**ACTION ITEM**
Transcribe the data as written, minus images.

━━━━━ MATERIAL FOR THIS TASK

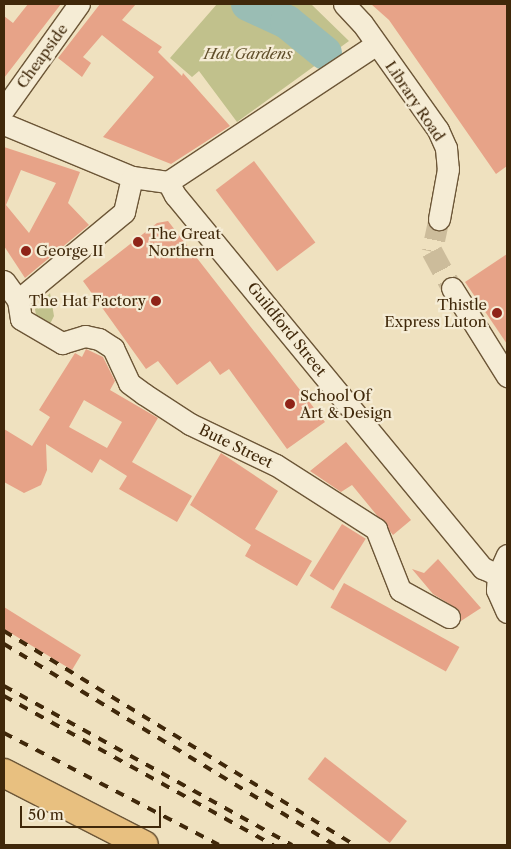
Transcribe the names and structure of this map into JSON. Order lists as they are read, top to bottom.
{
  "streets": {
    "street": [
      "Cheapside",
      "Library Road",
      "Guildford Street",
      "Bute Street"
    ]
  },
  "parks": ["Hat Gardens"],
  "places": [
    "The Great Northern",
    "George II",
    "The Hat Factory",
    "Thistle Express Luton",
    "School Of Art & Design"
  ],
  "scale_bar": "50 m"
}
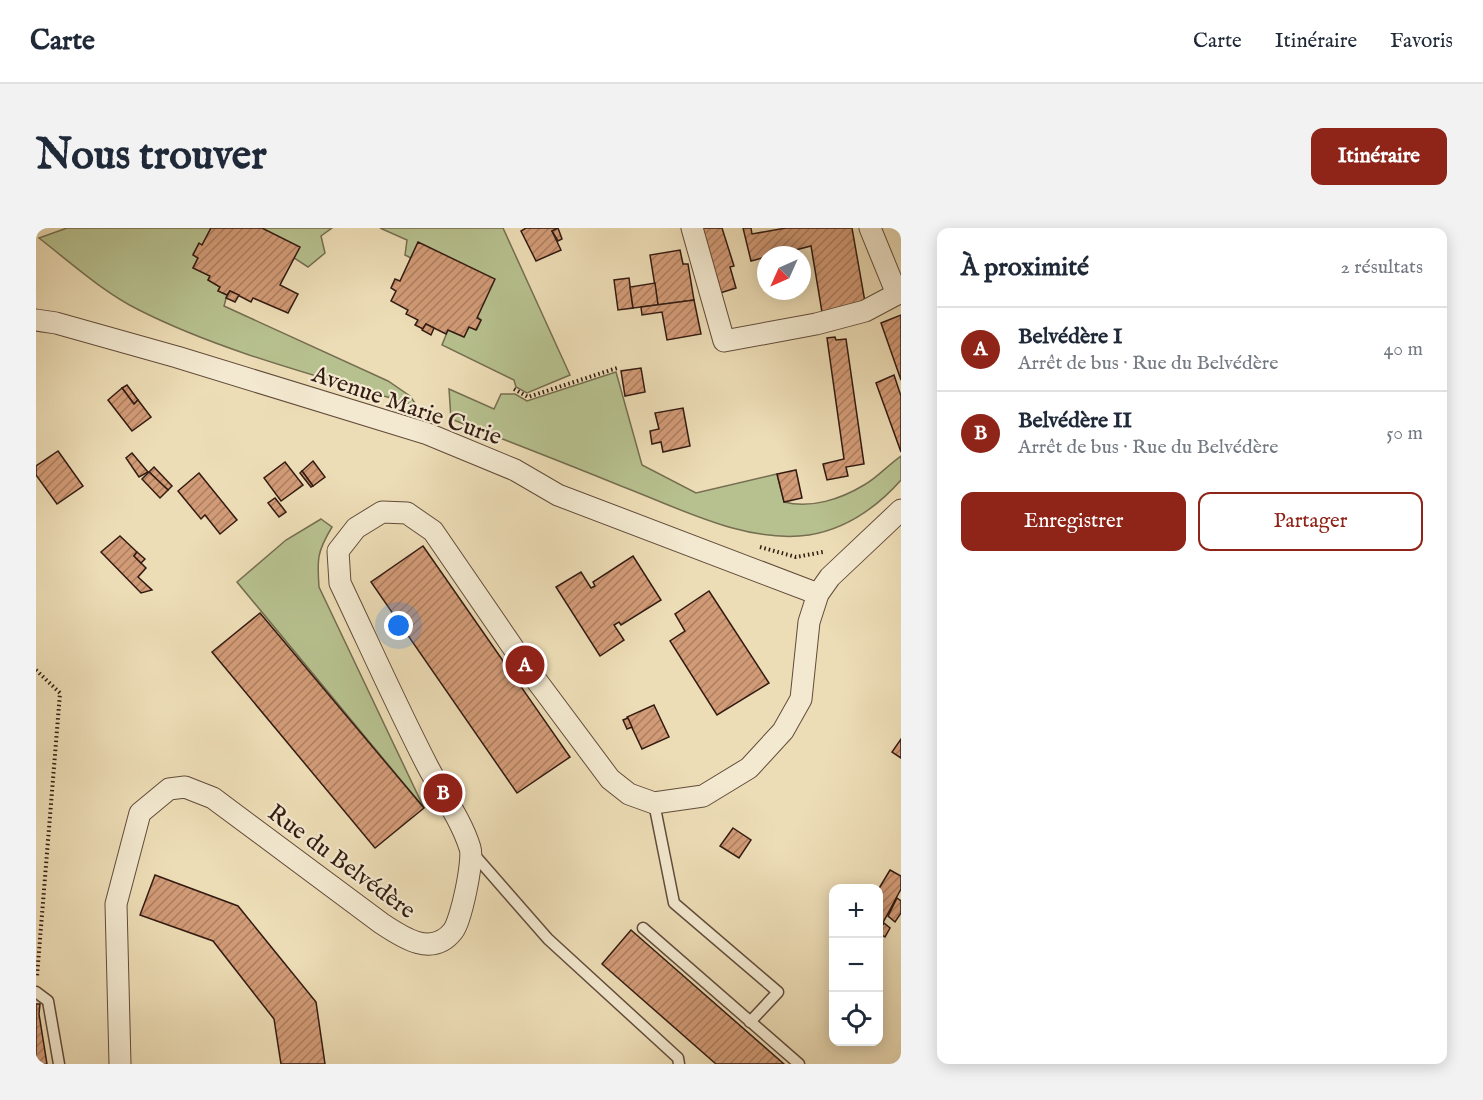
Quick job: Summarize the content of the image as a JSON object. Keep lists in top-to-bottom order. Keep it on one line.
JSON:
{"streets":{"street":["Avenue Marie Curie","Rue du Belvédère"]},"north":"bottom left","page":{"header":"Carte","nav":["Carte","Itinéraire","Favoris"],"buttons":["Itinéraire",["Enregistrer","Partager"]],"title":"Nous trouver","heading":["À proximité","2 résultats"],"list":[{"mark":"A","name":"Belvédère I","note":"Arrêt de bus · Rue du Belvédère","value":"40 m"},{"mark":"B","name":"Belvédère II","note":"Arrêt de bus · Rue du Belvédère","value":"50 m"}],"pins":["A","B"],"map_buttons":["+","−"]}}
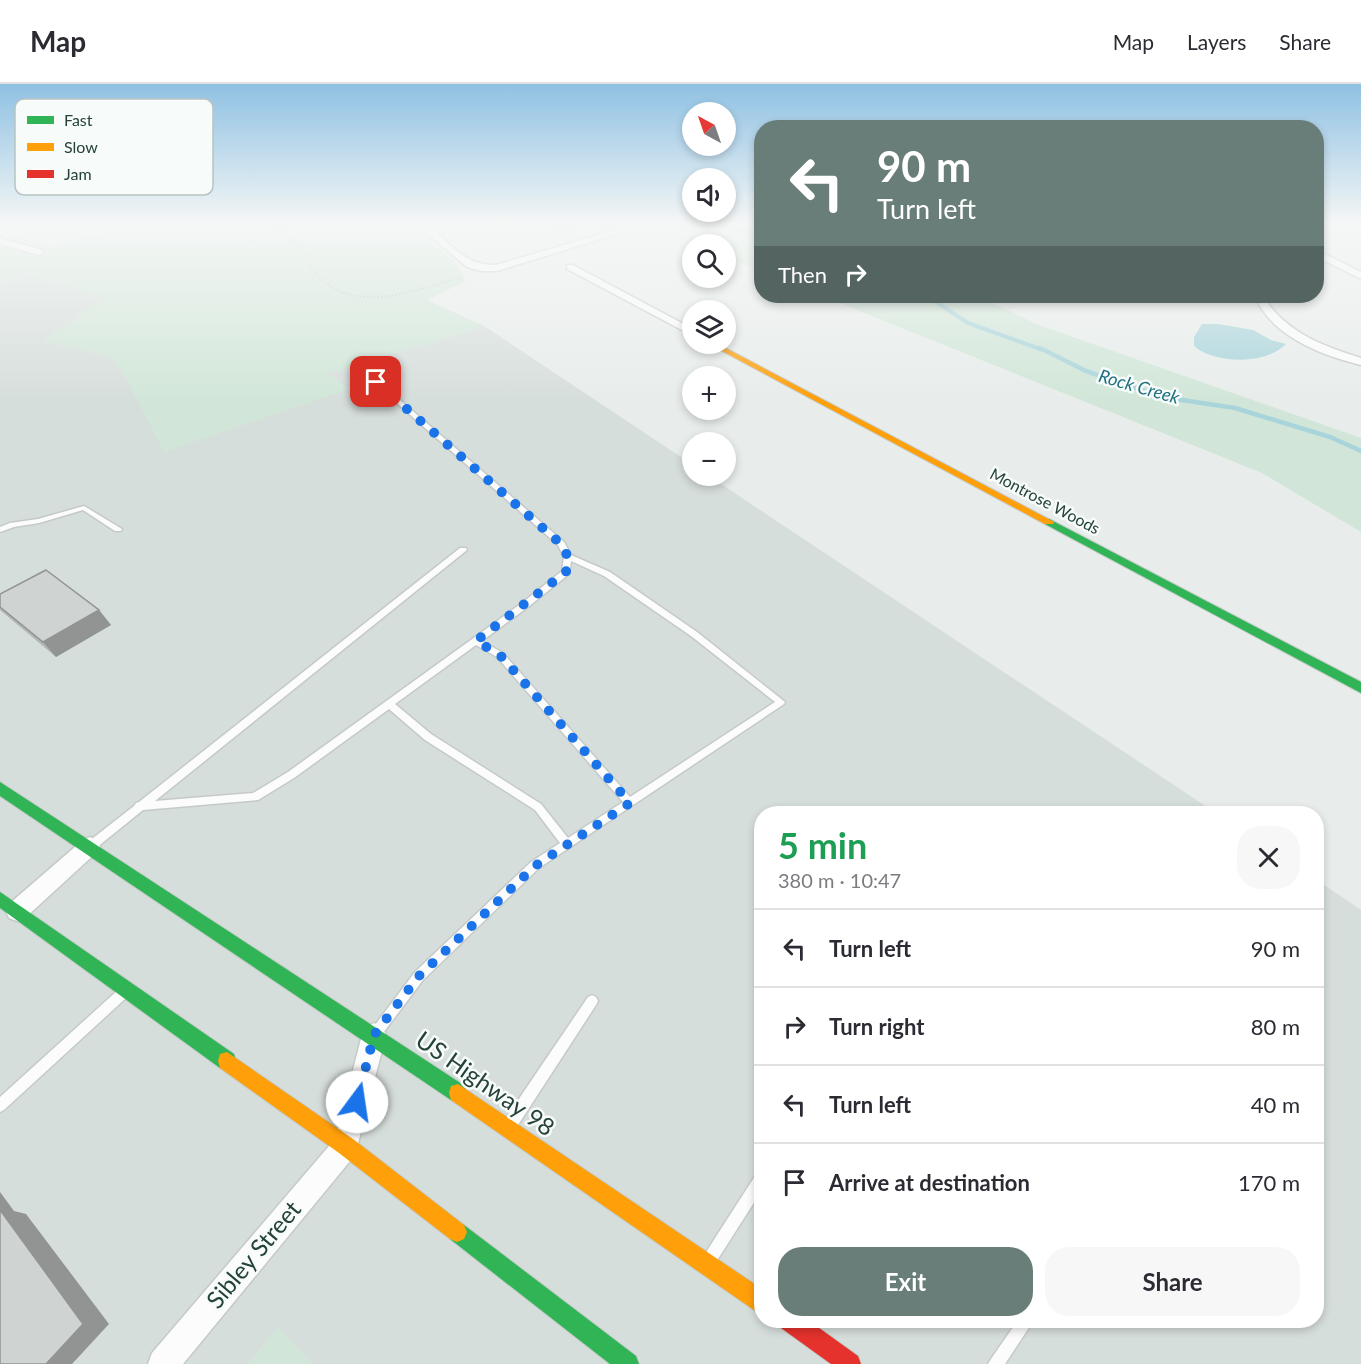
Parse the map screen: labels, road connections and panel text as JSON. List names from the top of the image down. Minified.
{"streets":{"main road":["Montrose Woods","US Highway 98"],"street":["Sibley Street"]},"water":["Rock Creek"],"legend":["Fast","Slow","Jam"],"north":"top left","page":{"header":"Map","nav":["Map","Layers","Share"],"map_buttons":["+","−"],"turn":["90 m","Turn left"],"then":"Then","heading":["5 min","380 m · 10:47"],"list":[{"name":"Turn left","value":"90 m"},{"name":"Turn right","value":"80 m"},{"name":"Turn left","value":"40 m"},{"name":"Arrive at destination","value":"170 m"}],"buttons":["Exit","Share"]}}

━━━━━━━━━━

**OUTPUT BELOW**
Transcribe the names and structure of this map into JSON. Order lists as they are read, top to bottom.
{
  "streets": {
    "street": [
      "Cheapside",
      "Library Road",
      "Guildford Street",
      "Bute Street"
    ]
  },
  "parks": ["Hat Gardens"],
  "places": [
    "The Great Northern",
    "George II",
    "The Hat Factory",
    "Thistle Express Luton",
    "School Of Art & Design"
  ],
  "scale_bar": "50 m"
}
Quick job: Summarize the content of the image as a JSON object. Keep lists in top-to-bottom order. Keep it on one line.
JSON:
{"streets":{"street":["Avenue Marie Curie","Rue du Belvédère"]},"north":"bottom left","page":{"header":"Carte","nav":["Carte","Itinéraire","Favoris"],"buttons":["Itinéraire",["Enregistrer","Partager"]],"title":"Nous trouver","heading":["À proximité","2 résultats"],"list":[{"mark":"A","name":"Belvédère I","note":"Arrêt de bus · Rue du Belvédère","value":"40 m"},{"mark":"B","name":"Belvédère II","note":"Arrêt de bus · Rue du Belvédère","value":"50 m"}],"pins":["A","B"],"map_buttons":["+","−"]}}
Parse the map screen: labels, road connections and panel text as JSON. List names from the top of the image down. Minified.
{"streets":{"main road":["Montrose Woods","US Highway 98"],"street":["Sibley Street"]},"water":["Rock Creek"],"legend":["Fast","Slow","Jam"],"north":"top left","page":{"header":"Map","nav":["Map","Layers","Share"],"map_buttons":["+","−"],"turn":["90 m","Turn left"],"then":"Then","heading":["5 min","380 m · 10:47"],"list":[{"name":"Turn left","value":"90 m"},{"name":"Turn right","value":"80 m"},{"name":"Turn left","value":"40 m"},{"name":"Arrive at destination","value":"170 m"}],"buttons":["Exit","Share"]}}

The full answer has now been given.